I'm pretty sure that means my H will stay away from her, 

As for us, he still thinks it is best that we divorce. He can not handle my past. I asked him why did you stay so long then, he went on to say that he blinded himself to what was going on. I asked him if he could look into the future and see us happy and having a great marriage would it be worth it. He said it would but the past would still be there. 

I mentioned maybe we could go to the counselor to help him deal with my past. He didn't say no and he didn't say yes. I will leave it at that for now and see what happens,

As for now I'm not going to worry about pleasing him . He has mad it clear that we are done so I won't be doing anything for him anymore. I'm going to work on me and my kids.


----------



## turnera (Jan 22, 2010)

That's all you can do, if he's going to act like a baby.


----------



## jessi (Feb 11, 2009)

Hi there, 
Let the exposure of the affair take it's course, when the fog lifts from the affair things could change for your relationship, just keep telling your husband that you are willing to work through this and that you think he is still a good man who just got lost in a mistake.
This is a difficult situation just be the soft place for your husband to land, make home a peaceful, safe place for him to be.
And keep in mind just because you had an affair doesn't make his choices right, you were wrong with your choices and he is wrong now.......
no one holds a gun to anyone else's head, it's a free choice.
be the best you can be, look good, smell good........be understanding and compassionate..........
hug him through this to keep the physical connection going......
it's the little things that keep him there for now.........
let him feel the brunt of what his choices have done to your lives.
the sooner he lives through it the sooner you can move forward.
give him time to process........and understand......


----------



## Jaded Heart (Jan 5, 2011)

See the problem with all this is, he doesn't think it was an affair.

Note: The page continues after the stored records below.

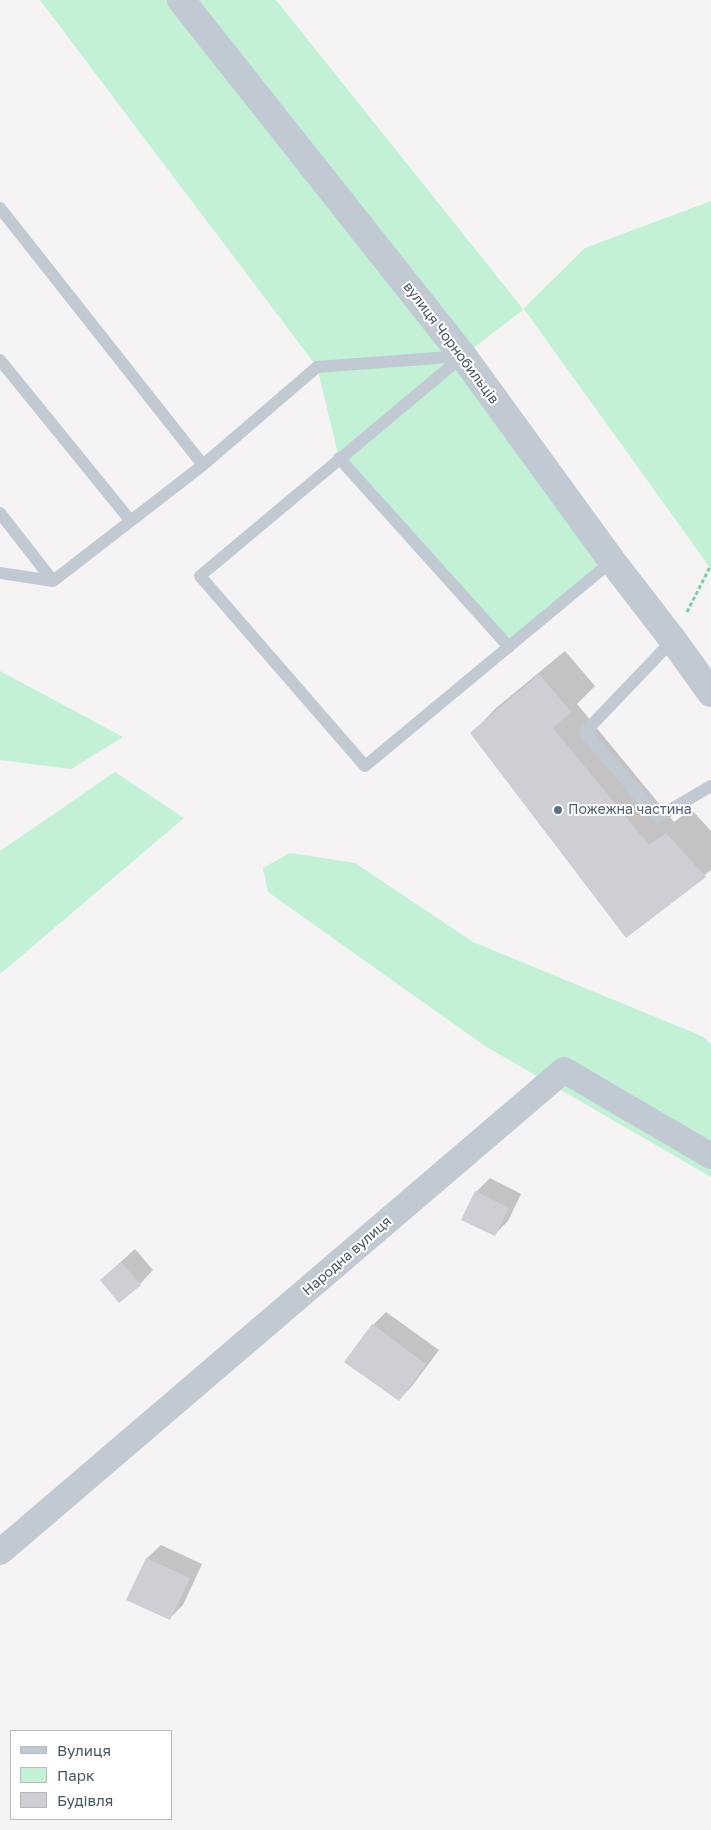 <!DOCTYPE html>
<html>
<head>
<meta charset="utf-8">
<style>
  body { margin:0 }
  #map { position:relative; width:711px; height:1830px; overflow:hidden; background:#f5f3f3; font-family:"Golos Text",sans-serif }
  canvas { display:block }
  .legend { position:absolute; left:10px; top:1730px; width:162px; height:90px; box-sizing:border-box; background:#fff; border:1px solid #b7bbc0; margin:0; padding:6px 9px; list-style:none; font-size:15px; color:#4a5661 }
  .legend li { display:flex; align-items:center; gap:10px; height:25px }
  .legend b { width:25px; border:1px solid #b7bbc0 }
</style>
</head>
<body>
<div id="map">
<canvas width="711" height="1830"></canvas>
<ul class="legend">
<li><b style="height:6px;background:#c1cad2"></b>Вулиця</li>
<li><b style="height:14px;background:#c3f1d5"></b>Парк</li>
<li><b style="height:14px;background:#cdcfd5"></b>Будівля</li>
</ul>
</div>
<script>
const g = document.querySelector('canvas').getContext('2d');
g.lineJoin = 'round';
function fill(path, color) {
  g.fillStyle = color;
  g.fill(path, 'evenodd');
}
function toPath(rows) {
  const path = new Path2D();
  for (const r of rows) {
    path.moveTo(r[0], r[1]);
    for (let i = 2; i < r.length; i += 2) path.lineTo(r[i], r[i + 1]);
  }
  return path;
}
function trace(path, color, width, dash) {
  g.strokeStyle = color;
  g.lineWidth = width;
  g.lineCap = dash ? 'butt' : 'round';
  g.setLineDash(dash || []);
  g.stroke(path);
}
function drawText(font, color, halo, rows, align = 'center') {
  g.font = font + ' "Golos Text",sans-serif';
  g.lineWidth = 4;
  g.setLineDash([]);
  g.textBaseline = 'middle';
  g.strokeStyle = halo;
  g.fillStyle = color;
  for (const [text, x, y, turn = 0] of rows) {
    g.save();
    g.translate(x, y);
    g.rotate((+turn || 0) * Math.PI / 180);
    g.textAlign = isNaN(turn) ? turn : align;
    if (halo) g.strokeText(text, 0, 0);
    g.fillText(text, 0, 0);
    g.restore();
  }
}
const green = toPath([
  [40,0,170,0,612,561,509,647,339,458,317,367],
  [181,0,276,0,523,309,585,248,711,201,711,569,524,309,463,356],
  [0,671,123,737,71,769,0,760],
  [115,772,184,818,0,974,0,851],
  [290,853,355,863,473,942,704,1037,711,1044,711,1177,485,1046,268,892,263,868]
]);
const shadow = toPath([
  [565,651,595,686,577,704,674,822,691,809,711,831,711,870,626,937,472,733,496,708],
  [490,1178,521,1194,508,1221,495,1234,476,1192],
  [135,1249,153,1270,140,1284,101,1280],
  [386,1312,439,1350,412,1386,399,1400,373,1325],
  [161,1545,202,1564,183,1605,170,1618,128,1599,147,1558]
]);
const building = toPath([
  [539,674,571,712,553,728,649,845,666,833,706,877,626,938,470,733],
  [475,1191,509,1208,495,1236,461,1220],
  [121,1262,141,1285,119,1303,100,1280],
  [372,1324,426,1364,399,1401,344,1362],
  [146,1558,190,1578,170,1620,126,1600]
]);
const path = toPath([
  [687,612,711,565]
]);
const service = toPath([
  [0,208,203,465],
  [463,356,200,576,365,766,612,561],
  [0,360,130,520],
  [339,458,509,647],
  [0,513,53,581],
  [0,573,53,581,203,465,317,367,463,356],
  [673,640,585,732,658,817,711,786]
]);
const minor = toPath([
  [0,1552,564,1070,711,1156]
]);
const tertiary = toPath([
  [181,0,463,356,612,561,673,640,711,693]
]);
const markers = [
  [558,810,5,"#5c6f8a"]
];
const streetNames = [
  ["вулиця Чорнобильців",451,343,53],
  ["Народна вулиця",347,1256,-41]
];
const serviceNames = [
  ["Пожежна частина",568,810]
];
fill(green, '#c3f1d5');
fill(shadow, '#0003');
fill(building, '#cdcfd5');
trace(path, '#7ad0a6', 3, [4, 2.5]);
trace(service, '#c1cad2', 12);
trace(minor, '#c1cad2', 26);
trace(tertiary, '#c1cad2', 28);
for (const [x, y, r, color] of markers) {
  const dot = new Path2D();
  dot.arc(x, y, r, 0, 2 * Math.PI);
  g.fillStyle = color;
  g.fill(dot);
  trace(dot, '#fff', 2);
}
drawText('14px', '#4a5661', '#fff', streetNames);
drawText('14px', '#4e5e75', '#fff', serviceNames, 'left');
</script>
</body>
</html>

I mentioned that his brother called him and freaked out and told him to stay away from his family. I asked H this morning if he was still talking to SIL and he said yes , but just" HI How are you , how was your day " 

I don't get that I would think my H would rescept his brother and not talk to SIL so they can work on their marriage. You can not try to fix a marriage when there is a 3rd party in there. 

Hug him, not a chance. He won't let me touch him. I finally asked him why can't I touch you he said cause it brings all those evil feelings back to me !


----------



## turnera (Jan 22, 2010)

It doesn't matter what he tells himself.

What matters is that - now - YOU want nothing to do with him without him meeting your requirements.

HE won't let YOU touch HIM because of evil feelings?

You DO realize that is 100% utter manipulation, right?

Come on. Get mad. You're smarter than this. He's cheating on you and he's trying to deflect all the blame on YOU so that you will shut up and let him keep cheating.

You deserve better. 

If he won't let you touch him, say 'Fine! Then I'm packing your bags and you can be out by 6pm.'


----------